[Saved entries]
════════════════

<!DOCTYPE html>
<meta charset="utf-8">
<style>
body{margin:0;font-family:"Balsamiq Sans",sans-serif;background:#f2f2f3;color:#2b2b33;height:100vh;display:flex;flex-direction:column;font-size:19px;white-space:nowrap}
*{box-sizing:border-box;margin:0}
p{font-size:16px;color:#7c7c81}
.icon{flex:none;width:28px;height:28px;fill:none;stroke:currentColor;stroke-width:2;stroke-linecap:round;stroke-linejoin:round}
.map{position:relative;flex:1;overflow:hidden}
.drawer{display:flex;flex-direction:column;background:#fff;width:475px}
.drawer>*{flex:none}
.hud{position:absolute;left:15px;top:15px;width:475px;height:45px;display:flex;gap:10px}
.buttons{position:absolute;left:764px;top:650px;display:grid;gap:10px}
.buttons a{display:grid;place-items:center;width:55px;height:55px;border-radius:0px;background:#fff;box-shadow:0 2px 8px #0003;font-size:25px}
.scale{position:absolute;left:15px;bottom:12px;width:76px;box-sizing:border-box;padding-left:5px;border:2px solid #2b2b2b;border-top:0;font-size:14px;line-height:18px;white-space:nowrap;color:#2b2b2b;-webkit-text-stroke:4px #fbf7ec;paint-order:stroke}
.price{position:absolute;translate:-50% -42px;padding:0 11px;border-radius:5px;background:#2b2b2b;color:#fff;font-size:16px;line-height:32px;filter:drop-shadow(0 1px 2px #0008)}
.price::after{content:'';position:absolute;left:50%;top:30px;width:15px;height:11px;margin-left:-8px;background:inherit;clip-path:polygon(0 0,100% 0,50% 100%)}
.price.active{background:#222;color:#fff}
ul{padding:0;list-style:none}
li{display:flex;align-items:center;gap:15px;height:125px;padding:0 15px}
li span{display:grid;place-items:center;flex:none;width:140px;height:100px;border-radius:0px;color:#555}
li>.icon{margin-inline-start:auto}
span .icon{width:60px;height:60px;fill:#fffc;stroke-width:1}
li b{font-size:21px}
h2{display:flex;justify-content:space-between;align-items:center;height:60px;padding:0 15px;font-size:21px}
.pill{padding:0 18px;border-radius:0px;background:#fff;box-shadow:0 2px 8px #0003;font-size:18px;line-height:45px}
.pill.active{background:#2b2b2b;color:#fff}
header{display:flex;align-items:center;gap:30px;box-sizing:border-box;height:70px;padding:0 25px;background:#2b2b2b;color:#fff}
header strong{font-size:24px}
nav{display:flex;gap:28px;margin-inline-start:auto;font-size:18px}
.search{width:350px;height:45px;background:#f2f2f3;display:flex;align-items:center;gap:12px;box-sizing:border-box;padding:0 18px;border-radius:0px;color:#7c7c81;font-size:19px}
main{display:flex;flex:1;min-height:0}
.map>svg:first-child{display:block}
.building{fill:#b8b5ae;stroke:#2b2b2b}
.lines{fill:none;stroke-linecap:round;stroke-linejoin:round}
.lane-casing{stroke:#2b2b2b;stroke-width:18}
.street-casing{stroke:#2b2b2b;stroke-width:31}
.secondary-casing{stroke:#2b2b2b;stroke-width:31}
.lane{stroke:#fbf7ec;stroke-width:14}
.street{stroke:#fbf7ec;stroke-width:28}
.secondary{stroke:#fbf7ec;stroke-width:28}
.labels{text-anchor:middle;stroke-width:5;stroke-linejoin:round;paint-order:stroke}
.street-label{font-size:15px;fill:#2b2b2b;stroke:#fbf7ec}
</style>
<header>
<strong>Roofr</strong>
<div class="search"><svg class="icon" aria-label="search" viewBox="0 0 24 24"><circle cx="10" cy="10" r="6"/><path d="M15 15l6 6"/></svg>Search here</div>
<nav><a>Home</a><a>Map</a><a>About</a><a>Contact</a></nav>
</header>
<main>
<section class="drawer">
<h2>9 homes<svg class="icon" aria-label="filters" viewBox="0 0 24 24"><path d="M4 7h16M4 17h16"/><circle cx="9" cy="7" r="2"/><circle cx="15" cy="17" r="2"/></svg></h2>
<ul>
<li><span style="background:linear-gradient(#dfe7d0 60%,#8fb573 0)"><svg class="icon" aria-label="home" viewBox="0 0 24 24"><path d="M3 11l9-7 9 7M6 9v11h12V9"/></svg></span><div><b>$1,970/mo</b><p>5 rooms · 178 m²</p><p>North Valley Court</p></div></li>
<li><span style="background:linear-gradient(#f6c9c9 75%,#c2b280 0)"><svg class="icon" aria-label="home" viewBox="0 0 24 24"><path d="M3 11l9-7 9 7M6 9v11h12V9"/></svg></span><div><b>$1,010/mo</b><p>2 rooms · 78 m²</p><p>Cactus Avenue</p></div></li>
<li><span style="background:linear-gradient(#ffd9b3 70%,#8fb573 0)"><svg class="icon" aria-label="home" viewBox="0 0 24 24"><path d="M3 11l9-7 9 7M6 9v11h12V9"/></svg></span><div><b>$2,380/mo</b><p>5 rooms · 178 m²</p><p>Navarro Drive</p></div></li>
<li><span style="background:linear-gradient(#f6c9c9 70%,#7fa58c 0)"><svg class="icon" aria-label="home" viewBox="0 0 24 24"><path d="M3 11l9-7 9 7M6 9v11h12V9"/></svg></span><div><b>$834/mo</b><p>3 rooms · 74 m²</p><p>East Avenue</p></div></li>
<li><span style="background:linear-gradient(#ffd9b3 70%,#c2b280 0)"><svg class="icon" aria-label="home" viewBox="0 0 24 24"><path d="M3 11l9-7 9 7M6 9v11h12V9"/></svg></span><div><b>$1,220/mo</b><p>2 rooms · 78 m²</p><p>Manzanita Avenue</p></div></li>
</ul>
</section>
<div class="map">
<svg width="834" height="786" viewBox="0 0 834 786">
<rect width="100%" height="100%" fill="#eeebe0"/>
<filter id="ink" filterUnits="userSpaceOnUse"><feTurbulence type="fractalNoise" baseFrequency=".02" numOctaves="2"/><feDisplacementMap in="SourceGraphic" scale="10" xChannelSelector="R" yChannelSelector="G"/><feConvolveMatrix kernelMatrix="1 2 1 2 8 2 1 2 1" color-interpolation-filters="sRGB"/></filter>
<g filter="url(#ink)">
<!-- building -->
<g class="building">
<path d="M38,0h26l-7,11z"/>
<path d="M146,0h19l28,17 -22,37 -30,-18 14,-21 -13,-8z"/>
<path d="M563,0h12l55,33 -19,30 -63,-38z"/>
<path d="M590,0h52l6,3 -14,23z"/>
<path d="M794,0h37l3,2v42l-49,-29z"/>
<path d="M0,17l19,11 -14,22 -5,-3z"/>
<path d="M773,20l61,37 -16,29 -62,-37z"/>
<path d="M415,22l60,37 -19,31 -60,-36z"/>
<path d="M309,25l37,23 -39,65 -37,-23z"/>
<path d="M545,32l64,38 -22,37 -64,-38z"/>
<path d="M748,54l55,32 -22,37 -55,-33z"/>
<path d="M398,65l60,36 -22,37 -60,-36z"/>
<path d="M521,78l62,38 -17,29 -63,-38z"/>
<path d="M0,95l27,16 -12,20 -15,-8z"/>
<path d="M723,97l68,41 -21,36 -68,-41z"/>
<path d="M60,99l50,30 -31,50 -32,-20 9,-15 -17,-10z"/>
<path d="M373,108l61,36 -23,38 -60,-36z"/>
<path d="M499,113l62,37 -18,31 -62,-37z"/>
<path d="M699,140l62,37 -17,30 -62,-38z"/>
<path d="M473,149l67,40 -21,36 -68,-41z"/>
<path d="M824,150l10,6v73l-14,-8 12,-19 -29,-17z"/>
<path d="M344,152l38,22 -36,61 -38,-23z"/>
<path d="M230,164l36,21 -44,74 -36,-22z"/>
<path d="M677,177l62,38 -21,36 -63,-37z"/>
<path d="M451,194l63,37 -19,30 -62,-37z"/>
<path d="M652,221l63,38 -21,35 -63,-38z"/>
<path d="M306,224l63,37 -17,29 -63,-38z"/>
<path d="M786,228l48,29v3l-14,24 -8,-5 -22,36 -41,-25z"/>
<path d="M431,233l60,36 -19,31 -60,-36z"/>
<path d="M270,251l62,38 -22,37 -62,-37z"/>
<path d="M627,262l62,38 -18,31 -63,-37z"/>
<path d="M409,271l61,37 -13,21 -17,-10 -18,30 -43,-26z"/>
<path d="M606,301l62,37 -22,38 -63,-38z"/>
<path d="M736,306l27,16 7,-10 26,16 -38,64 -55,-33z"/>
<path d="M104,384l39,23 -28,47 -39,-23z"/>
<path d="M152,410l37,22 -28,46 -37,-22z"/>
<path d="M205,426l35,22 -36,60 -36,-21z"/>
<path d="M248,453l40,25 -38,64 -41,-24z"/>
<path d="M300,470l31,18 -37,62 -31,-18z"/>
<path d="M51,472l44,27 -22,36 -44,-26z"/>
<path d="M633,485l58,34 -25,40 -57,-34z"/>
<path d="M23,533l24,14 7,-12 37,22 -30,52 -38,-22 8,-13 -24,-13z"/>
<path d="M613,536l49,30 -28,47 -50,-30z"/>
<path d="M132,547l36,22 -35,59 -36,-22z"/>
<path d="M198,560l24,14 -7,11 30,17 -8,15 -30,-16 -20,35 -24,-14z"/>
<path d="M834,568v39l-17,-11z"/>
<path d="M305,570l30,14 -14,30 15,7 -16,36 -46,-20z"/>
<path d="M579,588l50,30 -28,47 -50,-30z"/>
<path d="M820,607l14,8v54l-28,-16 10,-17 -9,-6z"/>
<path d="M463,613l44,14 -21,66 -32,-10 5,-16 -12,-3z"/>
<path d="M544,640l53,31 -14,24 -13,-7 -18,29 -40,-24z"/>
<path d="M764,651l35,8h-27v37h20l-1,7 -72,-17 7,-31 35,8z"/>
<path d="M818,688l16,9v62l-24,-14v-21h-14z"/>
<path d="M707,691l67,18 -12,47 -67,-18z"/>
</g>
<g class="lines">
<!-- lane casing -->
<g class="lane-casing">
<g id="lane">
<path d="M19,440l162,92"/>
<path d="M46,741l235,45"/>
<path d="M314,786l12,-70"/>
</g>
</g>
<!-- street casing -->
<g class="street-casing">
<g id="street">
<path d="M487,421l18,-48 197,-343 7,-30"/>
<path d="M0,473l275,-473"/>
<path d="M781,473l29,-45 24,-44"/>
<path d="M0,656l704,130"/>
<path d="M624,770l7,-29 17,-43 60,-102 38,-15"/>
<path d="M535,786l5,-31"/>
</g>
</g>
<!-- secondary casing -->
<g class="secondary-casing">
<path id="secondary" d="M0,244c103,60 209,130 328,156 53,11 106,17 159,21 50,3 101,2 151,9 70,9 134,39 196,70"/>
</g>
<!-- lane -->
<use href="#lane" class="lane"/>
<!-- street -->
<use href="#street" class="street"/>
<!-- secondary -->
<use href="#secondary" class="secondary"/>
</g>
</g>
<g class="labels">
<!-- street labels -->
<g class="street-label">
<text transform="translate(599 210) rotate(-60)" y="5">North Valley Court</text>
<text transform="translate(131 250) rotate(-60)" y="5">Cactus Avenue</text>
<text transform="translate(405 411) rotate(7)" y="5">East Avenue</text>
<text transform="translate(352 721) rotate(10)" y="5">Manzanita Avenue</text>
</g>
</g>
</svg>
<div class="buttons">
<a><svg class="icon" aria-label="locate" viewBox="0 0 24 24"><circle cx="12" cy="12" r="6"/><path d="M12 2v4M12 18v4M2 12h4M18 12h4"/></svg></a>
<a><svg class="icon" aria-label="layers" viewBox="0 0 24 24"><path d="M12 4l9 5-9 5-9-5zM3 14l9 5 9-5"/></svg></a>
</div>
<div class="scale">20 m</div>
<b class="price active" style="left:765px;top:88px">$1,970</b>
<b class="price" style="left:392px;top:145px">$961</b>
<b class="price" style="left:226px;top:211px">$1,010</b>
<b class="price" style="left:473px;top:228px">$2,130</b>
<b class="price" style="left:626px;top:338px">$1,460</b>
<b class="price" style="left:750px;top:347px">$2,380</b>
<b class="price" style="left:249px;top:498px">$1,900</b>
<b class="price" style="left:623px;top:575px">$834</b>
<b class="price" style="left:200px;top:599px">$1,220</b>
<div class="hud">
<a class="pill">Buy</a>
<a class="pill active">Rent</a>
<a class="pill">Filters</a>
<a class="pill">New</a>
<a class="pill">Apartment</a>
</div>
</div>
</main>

════════════════

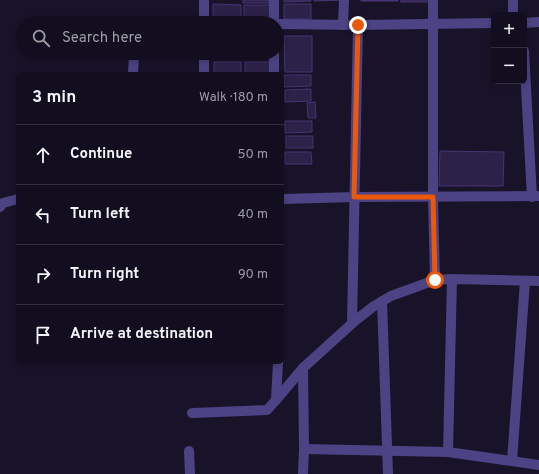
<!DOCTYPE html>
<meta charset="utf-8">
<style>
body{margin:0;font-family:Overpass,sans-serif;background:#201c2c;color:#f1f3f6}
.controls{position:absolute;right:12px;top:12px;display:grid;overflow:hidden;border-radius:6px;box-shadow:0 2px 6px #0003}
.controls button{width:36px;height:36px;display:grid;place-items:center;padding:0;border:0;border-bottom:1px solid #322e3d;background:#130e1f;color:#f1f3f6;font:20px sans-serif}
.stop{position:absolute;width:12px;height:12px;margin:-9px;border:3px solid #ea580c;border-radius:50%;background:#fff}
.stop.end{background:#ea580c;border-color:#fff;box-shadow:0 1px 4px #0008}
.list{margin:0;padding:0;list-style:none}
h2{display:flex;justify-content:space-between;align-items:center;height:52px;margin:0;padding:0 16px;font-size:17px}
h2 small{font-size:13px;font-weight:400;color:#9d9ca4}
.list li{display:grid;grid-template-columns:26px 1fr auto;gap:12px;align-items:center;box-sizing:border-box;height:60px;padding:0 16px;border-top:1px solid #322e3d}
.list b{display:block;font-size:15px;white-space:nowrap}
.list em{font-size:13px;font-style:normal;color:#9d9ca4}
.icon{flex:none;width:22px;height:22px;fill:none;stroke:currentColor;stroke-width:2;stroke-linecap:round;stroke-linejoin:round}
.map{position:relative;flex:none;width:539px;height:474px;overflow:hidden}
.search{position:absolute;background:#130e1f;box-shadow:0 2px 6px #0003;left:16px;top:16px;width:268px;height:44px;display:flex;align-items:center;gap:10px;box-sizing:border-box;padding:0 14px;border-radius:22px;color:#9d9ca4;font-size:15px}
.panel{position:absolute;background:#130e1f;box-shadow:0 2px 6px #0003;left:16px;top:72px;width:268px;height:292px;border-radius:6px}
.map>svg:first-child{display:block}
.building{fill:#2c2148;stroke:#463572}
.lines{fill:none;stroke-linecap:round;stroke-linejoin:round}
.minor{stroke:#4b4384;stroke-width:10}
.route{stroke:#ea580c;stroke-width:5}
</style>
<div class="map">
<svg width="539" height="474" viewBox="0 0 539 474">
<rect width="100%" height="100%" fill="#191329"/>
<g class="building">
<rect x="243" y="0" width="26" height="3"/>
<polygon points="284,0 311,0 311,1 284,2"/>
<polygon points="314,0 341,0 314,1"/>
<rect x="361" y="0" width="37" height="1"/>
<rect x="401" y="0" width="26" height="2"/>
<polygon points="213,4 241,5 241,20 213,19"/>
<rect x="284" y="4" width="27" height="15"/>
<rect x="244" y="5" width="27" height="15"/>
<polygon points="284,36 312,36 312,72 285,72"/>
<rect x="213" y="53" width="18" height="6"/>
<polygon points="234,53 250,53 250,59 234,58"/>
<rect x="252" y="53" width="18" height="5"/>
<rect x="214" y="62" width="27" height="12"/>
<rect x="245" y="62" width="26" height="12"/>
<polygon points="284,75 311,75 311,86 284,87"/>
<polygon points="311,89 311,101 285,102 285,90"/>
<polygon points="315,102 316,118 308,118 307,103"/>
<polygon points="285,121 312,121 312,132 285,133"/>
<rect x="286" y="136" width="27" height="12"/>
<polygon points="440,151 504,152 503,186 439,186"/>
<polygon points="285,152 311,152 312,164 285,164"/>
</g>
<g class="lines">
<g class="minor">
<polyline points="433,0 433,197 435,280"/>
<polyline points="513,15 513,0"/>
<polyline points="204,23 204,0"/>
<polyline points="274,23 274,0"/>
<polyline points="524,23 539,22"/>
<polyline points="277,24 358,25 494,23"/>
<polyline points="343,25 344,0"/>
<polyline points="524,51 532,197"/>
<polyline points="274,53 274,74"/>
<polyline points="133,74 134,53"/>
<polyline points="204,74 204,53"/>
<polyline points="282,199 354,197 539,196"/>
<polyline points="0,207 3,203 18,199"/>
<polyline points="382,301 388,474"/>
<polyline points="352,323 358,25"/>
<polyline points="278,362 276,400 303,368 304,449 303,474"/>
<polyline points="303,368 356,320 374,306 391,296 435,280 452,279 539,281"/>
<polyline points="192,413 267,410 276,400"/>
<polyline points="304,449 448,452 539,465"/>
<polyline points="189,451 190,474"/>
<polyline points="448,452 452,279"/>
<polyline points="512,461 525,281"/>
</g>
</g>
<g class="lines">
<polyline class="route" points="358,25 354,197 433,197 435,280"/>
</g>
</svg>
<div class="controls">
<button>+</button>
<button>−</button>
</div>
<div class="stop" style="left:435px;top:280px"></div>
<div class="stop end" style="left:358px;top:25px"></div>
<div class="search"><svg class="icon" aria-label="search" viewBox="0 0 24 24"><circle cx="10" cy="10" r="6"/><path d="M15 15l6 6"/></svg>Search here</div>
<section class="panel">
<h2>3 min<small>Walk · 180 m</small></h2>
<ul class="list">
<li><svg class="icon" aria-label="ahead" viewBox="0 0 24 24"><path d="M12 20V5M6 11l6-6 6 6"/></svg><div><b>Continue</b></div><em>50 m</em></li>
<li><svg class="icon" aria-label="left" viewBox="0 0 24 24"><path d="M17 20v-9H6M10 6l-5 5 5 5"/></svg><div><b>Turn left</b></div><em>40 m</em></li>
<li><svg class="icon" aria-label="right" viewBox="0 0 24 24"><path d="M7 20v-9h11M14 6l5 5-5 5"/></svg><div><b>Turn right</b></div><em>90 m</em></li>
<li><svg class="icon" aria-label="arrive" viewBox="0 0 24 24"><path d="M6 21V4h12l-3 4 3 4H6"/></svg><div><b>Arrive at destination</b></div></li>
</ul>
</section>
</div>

════════════════

◆ Action item
Throughout the data above, report every line that contains the string "drawer".

◆ Written answer
.drawer{display:flex;flex-direction:column;background:#fff;width:475px}
.drawer>*{flex:none}
<section class="drawer">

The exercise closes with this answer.